(Records from a data collection)
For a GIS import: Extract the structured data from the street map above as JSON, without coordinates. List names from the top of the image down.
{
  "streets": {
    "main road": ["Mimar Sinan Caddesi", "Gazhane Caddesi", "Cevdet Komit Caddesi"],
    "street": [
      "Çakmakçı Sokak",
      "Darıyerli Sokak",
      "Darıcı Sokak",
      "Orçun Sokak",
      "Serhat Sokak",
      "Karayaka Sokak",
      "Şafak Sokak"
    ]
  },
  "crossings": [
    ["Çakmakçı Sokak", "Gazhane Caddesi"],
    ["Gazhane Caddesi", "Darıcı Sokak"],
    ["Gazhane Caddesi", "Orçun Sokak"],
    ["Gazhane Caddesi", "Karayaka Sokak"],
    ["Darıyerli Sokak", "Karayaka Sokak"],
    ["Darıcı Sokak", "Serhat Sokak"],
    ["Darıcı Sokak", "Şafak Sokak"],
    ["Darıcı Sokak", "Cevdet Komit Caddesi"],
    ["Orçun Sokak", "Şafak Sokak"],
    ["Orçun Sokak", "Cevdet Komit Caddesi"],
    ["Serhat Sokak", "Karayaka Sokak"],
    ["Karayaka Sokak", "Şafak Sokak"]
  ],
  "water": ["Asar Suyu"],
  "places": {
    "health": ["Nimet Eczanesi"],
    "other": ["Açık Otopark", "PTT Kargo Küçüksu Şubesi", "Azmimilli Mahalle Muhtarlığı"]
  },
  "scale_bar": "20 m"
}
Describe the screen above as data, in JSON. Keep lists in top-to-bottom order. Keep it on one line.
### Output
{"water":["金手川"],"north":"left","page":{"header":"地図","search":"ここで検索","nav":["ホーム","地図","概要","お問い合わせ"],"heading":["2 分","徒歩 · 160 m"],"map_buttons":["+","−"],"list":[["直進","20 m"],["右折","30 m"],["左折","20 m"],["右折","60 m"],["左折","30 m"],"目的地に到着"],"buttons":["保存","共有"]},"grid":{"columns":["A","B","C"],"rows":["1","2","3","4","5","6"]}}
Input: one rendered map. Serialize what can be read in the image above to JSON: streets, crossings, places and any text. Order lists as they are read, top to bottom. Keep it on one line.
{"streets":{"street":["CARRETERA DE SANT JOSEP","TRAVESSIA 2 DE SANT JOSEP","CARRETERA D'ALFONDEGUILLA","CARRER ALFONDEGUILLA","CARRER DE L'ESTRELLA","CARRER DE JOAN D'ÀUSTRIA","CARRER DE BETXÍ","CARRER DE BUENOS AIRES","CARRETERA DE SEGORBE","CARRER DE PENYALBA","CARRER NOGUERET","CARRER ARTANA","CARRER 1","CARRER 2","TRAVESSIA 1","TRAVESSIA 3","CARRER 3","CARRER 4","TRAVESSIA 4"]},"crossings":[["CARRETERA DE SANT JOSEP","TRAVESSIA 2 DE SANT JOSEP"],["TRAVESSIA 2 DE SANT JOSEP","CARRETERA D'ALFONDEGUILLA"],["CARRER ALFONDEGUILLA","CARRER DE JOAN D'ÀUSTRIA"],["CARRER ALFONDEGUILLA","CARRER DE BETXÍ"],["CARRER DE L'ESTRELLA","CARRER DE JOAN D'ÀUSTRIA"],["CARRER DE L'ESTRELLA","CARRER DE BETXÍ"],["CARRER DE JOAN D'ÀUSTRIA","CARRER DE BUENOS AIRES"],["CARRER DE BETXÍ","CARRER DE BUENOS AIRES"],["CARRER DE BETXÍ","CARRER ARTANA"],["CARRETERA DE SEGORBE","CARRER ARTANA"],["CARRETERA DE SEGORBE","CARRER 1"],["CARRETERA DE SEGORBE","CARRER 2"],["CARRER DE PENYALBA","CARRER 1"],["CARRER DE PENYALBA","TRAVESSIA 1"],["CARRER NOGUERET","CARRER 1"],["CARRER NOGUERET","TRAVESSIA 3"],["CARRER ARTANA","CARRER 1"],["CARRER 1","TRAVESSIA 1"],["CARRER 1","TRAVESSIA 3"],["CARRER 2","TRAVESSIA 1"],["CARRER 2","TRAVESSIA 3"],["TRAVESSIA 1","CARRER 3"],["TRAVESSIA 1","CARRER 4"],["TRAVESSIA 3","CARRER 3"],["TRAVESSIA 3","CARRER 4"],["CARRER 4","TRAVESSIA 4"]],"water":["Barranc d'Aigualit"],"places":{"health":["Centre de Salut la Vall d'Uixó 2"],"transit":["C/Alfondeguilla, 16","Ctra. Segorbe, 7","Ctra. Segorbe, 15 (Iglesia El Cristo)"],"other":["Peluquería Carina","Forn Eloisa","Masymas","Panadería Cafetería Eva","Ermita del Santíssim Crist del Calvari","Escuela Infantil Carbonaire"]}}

#### Work request
Please retype the data, matching it exactly.

#### Answer below
For a GIS import: Extract the structured data from the street map above as JSON, without coordinates. List names from the top of the image down.
{
  "streets": {
    "main road": ["Mimar Sinan Caddesi", "Gazhane Caddesi", "Cevdet Komit Caddesi"],
    "street": [
      "Çakmakçı Sokak",
      "Darıyerli Sokak",
      "Darıcı Sokak",
      "Orçun Sokak",
      "Serhat Sokak",
      "Karayaka Sokak",
      "Şafak Sokak"
    ]
  },
  "crossings": [
    ["Çakmakçı Sokak", "Gazhane Caddesi"],
    ["Gazhane Caddesi", "Darıcı Sokak"],
    ["Gazhane Caddesi", "Orçun Sokak"],
    ["Gazhane Caddesi", "Karayaka Sokak"],
    ["Darıyerli Sokak", "Karayaka Sokak"],
    ["Darıcı Sokak", "Serhat Sokak"],
    ["Darıcı Sokak", "Şafak Sokak"],
    ["Darıcı Sokak", "Cevdet Komit Caddesi"],
    ["Orçun Sokak", "Şafak Sokak"],
    ["Orçun Sokak", "Cevdet Komit Caddesi"],
    ["Serhat Sokak", "Karayaka Sokak"],
    ["Karayaka Sokak", "Şafak Sokak"]
  ],
  "water": ["Asar Suyu"],
  "places": {
    "health": ["Nimet Eczanesi"],
    "other": ["Açık Otopark", "PTT Kargo Küçüksu Şubesi", "Azmimilli Mahalle Muhtarlığı"]
  },
  "scale_bar": "20 m"
}
Describe the screen above as data, in JSON. Keep lists in top-to-bottom order. Keep it on one line.
### Output
{"water":["金手川"],"north":"left","page":{"header":"地図","search":"ここで検索","nav":["ホーム","地図","概要","お問い合わせ"],"heading":["2 分","徒歩 · 160 m"],"map_buttons":["+","−"],"list":[["直進","20 m"],["右折","30 m"],["左折","20 m"],["右折","60 m"],["左折","30 m"],"目的地に到着"],"buttons":["保存","共有"]},"grid":{"columns":["A","B","C"],"rows":["1","2","3","4","5","6"]}}
Input: one rendered map. Serialize what can be read in the image above to JSON: streets, crossings, places and any text. Order lists as they are read, top to bottom. Keep it on one line.
{"streets":{"street":["CARRETERA DE SANT JOSEP","TRAVESSIA 2 DE SANT JOSEP","CARRETERA D'ALFONDEGUILLA","CARRER ALFONDEGUILLA","CARRER DE L'ESTRELLA","CARRER DE JOAN D'ÀUSTRIA","CARRER DE BETXÍ","CARRER DE BUENOS AIRES","CARRETERA DE SEGORBE","CARRER DE PENYALBA","CARRER NOGUERET","CARRER ARTANA","CARRER 1","CARRER 2","TRAVESSIA 1","TRAVESSIA 3","CARRER 3","CARRER 4","TRAVESSIA 4"]},"crossings":[["CARRETERA DE SANT JOSEP","TRAVESSIA 2 DE SANT JOSEP"],["TRAVESSIA 2 DE SANT JOSEP","CARRETERA D'ALFONDEGUILLA"],["CARRER ALFONDEGUILLA","CARRER DE JOAN D'ÀUSTRIA"],["CARRER ALFONDEGUILLA","CARRER DE BETXÍ"],["CARRER DE L'ESTRELLA","CARRER DE JOAN D'ÀUSTRIA"],["CARRER DE L'ESTRELLA","CARRER DE BETXÍ"],["CARRER DE JOAN D'ÀUSTRIA","CARRER DE BUENOS AIRES"],["CARRER DE BETXÍ","CARRER DE BUENOS AIRES"],["CARRER DE BETXÍ","CARRER ARTANA"],["CARRETERA DE SEGORBE","CARRER ARTANA"],["CARRETERA DE SEGORBE","CARRER 1"],["CARRETERA DE SEGORBE","CARRER 2"],["CARRER DE PENYALBA","CARRER 1"],["CARRER DE PENYALBA","TRAVESSIA 1"],["CARRER NOGUERET","CARRER 1"],["CARRER NOGUERET","TRAVESSIA 3"],["CARRER ARTANA","CARRER 1"],["CARRER 1","TRAVESSIA 1"],["CARRER 1","TRAVESSIA 3"],["CARRER 2","TRAVESSIA 1"],["CARRER 2","TRAVESSIA 3"],["TRAVESSIA 1","CARRER 3"],["TRAVESSIA 1","CARRER 4"],["TRAVESSIA 3","CARRER 3"],["TRAVESSIA 3","CARRER 4"],["CARRER 4","TRAVESSIA 4"]],"water":["Barranc d'Aigualit"],"places":{"health":["Centre de Salut la Vall d'Uixó 2"],"transit":["C/Alfondeguilla, 16","Ctra. Segorbe, 7","Ctra. Segorbe, 15 (Iglesia El Cristo)"],"other":["Peluquería Carina","Forn Eloisa","Masymas","Panadería Cafetería Eva","Ermita del Santíssim Crist del Calvari","Escuela Infantil Carbonaire"]}}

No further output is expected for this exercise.